The predominant formal features in this image, aside from the map itself, are the occlusions superimposed upon it, in the form of the interior spaces from the figure-eight shape, having the appearance of iconic drops of oil. A triple-looped text construction coursing over the Pacific and winding around the Moon also references the site of the first Lunar landing: “The Sea of Tranquil Lies, or, the Pacifictitious Ocean.” Other figures relating to the number sixteen appear in the corners, glowing celestially in the nocturnal space. A circular icon containing sixteen triangulated points that extend from two focal references, mimicking the combined fields of binocular vision, is superimposed with a small figure-eight shaped text construction: “Mirage upon the Horizon.”

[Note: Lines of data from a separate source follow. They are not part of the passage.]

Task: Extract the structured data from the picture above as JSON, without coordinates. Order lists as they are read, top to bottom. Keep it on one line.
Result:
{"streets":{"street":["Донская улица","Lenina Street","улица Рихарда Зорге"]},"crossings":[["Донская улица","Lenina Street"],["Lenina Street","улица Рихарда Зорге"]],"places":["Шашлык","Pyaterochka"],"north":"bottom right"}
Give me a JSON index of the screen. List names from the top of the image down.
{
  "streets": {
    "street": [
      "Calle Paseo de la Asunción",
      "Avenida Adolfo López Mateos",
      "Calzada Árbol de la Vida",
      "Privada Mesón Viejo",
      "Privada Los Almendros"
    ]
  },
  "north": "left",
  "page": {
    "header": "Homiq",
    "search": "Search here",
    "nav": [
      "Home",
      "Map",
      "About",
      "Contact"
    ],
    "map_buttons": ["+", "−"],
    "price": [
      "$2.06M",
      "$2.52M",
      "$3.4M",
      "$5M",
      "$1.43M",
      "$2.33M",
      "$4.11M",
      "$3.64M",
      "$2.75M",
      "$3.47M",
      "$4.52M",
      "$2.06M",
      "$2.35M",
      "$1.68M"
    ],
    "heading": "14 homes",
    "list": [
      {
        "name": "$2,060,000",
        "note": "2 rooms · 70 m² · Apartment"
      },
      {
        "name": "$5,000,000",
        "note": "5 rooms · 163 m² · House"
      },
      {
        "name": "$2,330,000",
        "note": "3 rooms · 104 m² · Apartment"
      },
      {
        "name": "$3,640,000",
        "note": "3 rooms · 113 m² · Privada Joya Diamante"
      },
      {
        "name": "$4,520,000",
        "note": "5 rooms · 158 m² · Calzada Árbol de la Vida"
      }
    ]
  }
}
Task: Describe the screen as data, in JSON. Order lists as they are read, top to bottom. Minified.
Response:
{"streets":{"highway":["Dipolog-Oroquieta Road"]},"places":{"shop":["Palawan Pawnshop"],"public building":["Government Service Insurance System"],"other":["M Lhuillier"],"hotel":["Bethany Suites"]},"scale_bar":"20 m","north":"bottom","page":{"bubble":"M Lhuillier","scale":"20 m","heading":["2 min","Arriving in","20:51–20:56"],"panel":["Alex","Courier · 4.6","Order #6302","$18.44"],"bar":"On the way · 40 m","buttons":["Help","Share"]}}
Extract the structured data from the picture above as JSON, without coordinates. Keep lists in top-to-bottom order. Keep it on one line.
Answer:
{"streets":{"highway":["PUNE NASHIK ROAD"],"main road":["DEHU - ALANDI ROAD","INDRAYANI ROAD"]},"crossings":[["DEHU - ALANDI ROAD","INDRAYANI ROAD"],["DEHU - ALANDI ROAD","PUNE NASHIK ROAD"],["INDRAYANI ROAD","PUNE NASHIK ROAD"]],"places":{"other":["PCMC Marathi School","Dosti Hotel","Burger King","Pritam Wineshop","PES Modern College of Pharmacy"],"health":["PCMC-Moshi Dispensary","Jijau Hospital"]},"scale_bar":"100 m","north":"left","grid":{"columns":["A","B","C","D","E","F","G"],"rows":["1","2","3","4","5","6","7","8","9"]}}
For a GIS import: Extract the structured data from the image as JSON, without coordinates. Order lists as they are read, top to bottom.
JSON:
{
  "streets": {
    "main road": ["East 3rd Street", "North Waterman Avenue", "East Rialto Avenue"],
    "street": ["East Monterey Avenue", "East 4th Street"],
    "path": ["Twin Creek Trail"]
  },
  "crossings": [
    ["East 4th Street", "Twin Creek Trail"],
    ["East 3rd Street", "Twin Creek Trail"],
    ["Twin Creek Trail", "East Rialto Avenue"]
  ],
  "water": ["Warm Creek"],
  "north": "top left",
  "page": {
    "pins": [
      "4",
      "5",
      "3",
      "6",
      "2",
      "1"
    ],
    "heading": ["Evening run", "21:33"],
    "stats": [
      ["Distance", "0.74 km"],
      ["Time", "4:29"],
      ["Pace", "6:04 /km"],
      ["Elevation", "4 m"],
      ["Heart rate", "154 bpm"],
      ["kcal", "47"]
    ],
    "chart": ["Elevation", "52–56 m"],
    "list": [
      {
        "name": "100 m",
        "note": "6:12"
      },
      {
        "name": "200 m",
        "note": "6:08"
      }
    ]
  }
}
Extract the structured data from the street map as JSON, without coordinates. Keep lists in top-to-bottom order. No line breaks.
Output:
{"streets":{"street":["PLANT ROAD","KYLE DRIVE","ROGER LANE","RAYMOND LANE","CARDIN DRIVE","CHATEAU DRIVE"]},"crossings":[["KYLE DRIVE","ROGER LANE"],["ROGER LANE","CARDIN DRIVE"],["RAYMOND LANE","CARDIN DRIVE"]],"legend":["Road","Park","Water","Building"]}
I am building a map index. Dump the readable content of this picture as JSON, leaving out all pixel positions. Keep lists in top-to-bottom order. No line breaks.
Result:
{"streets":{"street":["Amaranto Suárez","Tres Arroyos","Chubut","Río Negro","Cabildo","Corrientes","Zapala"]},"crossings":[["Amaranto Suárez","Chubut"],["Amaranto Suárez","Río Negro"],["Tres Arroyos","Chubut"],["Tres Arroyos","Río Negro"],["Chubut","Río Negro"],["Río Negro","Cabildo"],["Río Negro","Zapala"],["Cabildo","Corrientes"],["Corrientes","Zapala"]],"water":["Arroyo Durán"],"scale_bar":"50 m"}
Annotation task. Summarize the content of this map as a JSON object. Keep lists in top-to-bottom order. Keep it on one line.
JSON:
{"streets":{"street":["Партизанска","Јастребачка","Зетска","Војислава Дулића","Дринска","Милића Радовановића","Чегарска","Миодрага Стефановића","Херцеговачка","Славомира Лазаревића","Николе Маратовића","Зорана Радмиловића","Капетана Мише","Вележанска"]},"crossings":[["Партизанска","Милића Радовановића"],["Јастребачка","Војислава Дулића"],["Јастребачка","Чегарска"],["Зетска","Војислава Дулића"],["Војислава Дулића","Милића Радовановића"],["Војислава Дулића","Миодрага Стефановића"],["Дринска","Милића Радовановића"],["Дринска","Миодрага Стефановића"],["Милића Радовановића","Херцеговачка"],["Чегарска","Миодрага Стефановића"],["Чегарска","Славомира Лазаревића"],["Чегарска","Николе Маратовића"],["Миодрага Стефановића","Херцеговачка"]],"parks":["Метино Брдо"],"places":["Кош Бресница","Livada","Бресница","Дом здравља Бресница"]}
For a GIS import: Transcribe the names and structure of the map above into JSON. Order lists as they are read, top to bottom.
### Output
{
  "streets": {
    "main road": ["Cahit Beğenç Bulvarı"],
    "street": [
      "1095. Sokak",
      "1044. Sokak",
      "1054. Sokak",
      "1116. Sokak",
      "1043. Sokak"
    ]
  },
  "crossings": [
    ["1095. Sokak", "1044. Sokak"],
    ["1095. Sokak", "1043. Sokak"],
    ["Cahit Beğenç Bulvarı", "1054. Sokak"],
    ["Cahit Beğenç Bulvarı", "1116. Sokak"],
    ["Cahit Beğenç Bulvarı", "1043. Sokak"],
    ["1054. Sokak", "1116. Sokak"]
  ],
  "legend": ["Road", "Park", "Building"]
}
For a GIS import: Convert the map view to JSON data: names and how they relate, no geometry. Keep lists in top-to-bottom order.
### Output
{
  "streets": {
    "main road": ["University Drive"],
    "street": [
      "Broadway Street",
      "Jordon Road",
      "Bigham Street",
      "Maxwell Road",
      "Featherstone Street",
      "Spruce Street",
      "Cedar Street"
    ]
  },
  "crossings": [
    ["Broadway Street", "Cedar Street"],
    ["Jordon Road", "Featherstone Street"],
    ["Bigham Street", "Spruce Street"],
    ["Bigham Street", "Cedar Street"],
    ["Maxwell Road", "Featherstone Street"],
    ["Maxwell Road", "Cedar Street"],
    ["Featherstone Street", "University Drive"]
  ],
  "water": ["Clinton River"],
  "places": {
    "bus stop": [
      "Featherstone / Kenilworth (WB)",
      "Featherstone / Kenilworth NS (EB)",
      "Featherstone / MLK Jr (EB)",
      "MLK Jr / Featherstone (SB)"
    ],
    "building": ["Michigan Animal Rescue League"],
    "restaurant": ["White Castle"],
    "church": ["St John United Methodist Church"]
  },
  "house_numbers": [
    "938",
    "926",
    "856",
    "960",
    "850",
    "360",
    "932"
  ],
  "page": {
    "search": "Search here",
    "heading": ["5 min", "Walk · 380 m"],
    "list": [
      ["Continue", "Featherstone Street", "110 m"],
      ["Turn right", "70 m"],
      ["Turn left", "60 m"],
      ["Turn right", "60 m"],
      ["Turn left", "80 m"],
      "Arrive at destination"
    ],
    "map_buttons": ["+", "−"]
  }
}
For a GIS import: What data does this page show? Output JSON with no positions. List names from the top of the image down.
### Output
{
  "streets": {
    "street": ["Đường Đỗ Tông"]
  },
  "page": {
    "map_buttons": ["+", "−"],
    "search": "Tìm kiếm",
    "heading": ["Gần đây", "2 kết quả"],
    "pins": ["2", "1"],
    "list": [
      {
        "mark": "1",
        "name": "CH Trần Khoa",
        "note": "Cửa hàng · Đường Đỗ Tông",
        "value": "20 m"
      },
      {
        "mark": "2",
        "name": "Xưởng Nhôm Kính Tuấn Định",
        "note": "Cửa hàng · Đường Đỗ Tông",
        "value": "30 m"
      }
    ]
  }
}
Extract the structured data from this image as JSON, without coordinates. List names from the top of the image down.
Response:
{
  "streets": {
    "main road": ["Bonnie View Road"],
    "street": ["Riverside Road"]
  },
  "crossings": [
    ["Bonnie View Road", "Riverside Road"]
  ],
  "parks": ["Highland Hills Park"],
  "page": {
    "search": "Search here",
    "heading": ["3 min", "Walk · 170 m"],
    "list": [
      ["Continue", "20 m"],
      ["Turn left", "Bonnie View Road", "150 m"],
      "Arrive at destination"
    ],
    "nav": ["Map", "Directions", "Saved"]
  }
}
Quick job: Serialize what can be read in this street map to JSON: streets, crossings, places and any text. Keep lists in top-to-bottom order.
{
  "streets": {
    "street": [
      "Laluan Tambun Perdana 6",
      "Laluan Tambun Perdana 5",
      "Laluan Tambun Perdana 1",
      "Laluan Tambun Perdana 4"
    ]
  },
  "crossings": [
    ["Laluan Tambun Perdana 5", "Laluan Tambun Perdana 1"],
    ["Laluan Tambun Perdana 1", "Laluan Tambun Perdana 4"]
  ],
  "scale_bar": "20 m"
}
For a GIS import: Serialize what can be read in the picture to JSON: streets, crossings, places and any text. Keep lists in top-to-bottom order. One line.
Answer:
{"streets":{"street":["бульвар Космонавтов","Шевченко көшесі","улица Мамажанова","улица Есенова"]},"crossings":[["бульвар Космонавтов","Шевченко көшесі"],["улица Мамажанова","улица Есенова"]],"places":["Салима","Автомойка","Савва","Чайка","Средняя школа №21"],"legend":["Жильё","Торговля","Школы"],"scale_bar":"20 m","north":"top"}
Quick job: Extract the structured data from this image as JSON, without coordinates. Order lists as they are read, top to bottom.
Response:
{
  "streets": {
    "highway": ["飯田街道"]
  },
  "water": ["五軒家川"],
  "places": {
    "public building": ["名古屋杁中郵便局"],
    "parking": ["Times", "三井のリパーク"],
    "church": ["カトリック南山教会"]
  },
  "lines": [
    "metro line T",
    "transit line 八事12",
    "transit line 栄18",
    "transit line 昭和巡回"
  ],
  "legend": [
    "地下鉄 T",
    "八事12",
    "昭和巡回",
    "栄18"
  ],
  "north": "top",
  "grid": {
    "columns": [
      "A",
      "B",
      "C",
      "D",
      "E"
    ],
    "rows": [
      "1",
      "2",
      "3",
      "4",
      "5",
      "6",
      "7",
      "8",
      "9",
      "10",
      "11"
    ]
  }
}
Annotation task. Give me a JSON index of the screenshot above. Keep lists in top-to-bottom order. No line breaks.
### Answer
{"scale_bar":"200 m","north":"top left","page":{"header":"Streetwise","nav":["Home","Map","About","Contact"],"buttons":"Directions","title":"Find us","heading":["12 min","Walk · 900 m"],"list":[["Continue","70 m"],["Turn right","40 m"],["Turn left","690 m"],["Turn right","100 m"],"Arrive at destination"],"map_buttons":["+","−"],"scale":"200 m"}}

The central figure-eight text construction, between the facing Western coasts of the mirrored North Americas, identifies itself as a “Toxicology Exchange.” Written large elsewhere on the open areas of the plural Oceans, text elements refer to the drifting, floating and dissolving qualities intrinsic to our understanding of water; yet these notions are here equally applicable to the text itself, in the senses that it can be applied more than singularly, not in the universal sense, but as a kind of Pluriverse (cry me a river).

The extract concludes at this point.